=== Begin Enclosure ===

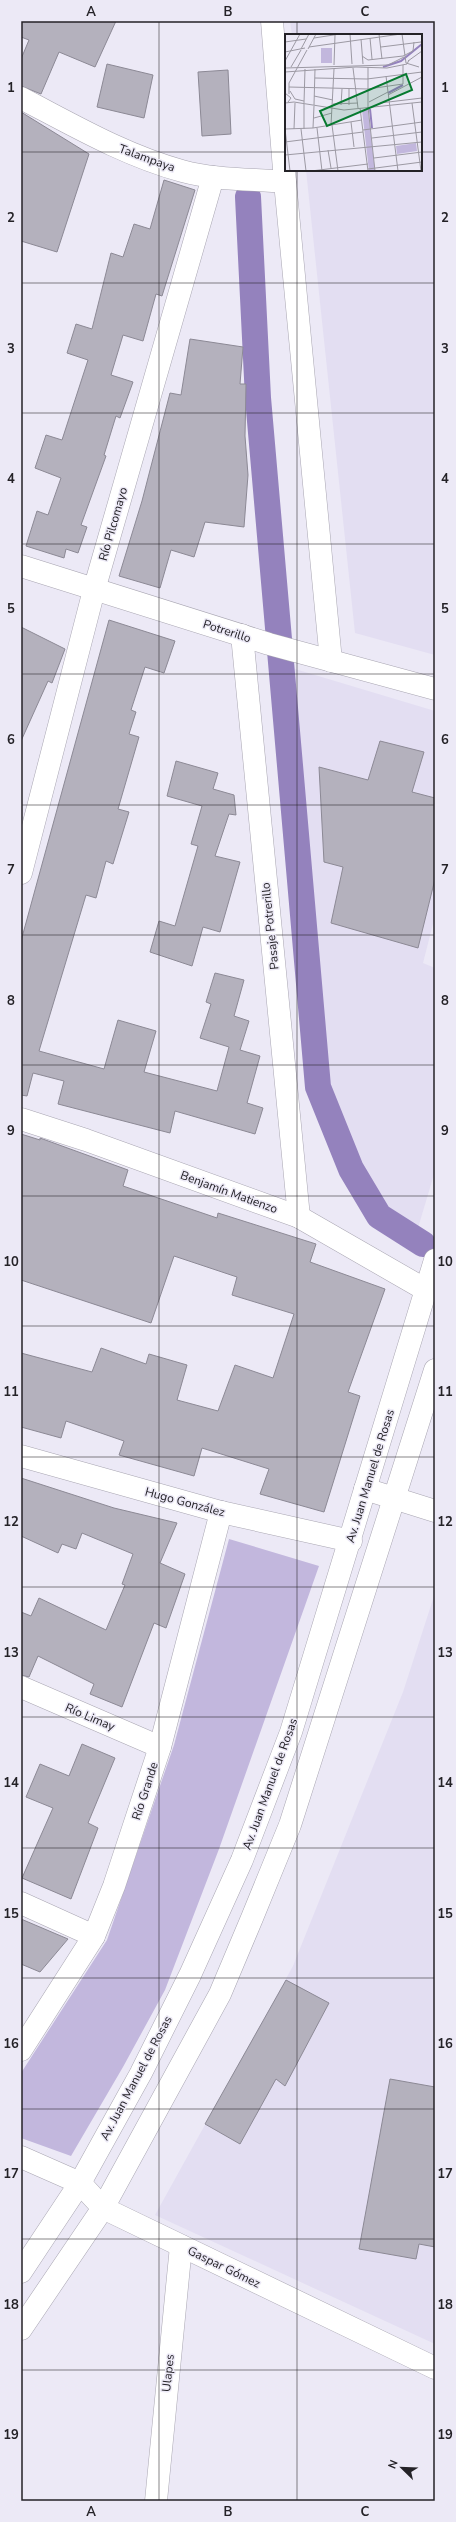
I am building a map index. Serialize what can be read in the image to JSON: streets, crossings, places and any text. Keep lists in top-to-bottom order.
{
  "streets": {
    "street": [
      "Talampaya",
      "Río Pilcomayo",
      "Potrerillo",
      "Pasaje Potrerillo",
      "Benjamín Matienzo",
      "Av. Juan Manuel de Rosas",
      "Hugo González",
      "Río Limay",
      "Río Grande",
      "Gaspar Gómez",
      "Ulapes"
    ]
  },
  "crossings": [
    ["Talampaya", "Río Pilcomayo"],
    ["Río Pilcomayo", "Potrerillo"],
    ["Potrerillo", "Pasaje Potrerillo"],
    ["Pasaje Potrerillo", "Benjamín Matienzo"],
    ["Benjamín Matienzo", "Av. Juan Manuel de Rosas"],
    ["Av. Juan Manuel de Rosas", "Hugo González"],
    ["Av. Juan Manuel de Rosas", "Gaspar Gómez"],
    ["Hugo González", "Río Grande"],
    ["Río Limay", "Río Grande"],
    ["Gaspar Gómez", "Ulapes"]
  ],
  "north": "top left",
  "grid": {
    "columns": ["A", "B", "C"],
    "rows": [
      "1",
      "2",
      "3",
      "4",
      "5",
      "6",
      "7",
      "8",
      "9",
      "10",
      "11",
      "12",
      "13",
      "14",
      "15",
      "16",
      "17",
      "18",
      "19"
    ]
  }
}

=== End Enclosure ===

Work item
Your copy should match the entries exactly, minus the pictures.

Worked solution
I am building a map index. Serialize what can be read in the image to JSON: streets, crossings, places and any text. Keep lists in top-to-bottom order.
{
  "streets": {
    "street": [
      "Talampaya",
      "Río Pilcomayo",
      "Potrerillo",
      "Pasaje Potrerillo",
      "Benjamín Matienzo",
      "Av. Juan Manuel de Rosas",
      "Hugo González",
      "Río Limay",
      "Río Grande",
      "Gaspar Gómez",
      "Ulapes"
    ]
  },
  "crossings": [
    ["Talampaya", "Río Pilcomayo"],
    ["Río Pilcomayo", "Potrerillo"],
    ["Potrerillo", "Pasaje Potrerillo"],
    ["Pasaje Potrerillo", "Benjamín Matienzo"],
    ["Benjamín Matienzo", "Av. Juan Manuel de Rosas"],
    ["Av. Juan Manuel de Rosas", "Hugo González"],
    ["Av. Juan Manuel de Rosas", "Gaspar Gómez"],
    ["Hugo González", "Río Grande"],
    ["Río Limay", "Río Grande"],
    ["Gaspar Gómez", "Ulapes"]
  ],
  "north": "top left",
  "grid": {
    "columns": ["A", "B", "C"],
    "rows": [
      "1",
      "2",
      "3",
      "4",
      "5",
      "6",
      "7",
      "8",
      "9",
      "10",
      "11",
      "12",
      "13",
      "14",
      "15",
      "16",
      "17",
      "18",
      "19"
    ]
  }
}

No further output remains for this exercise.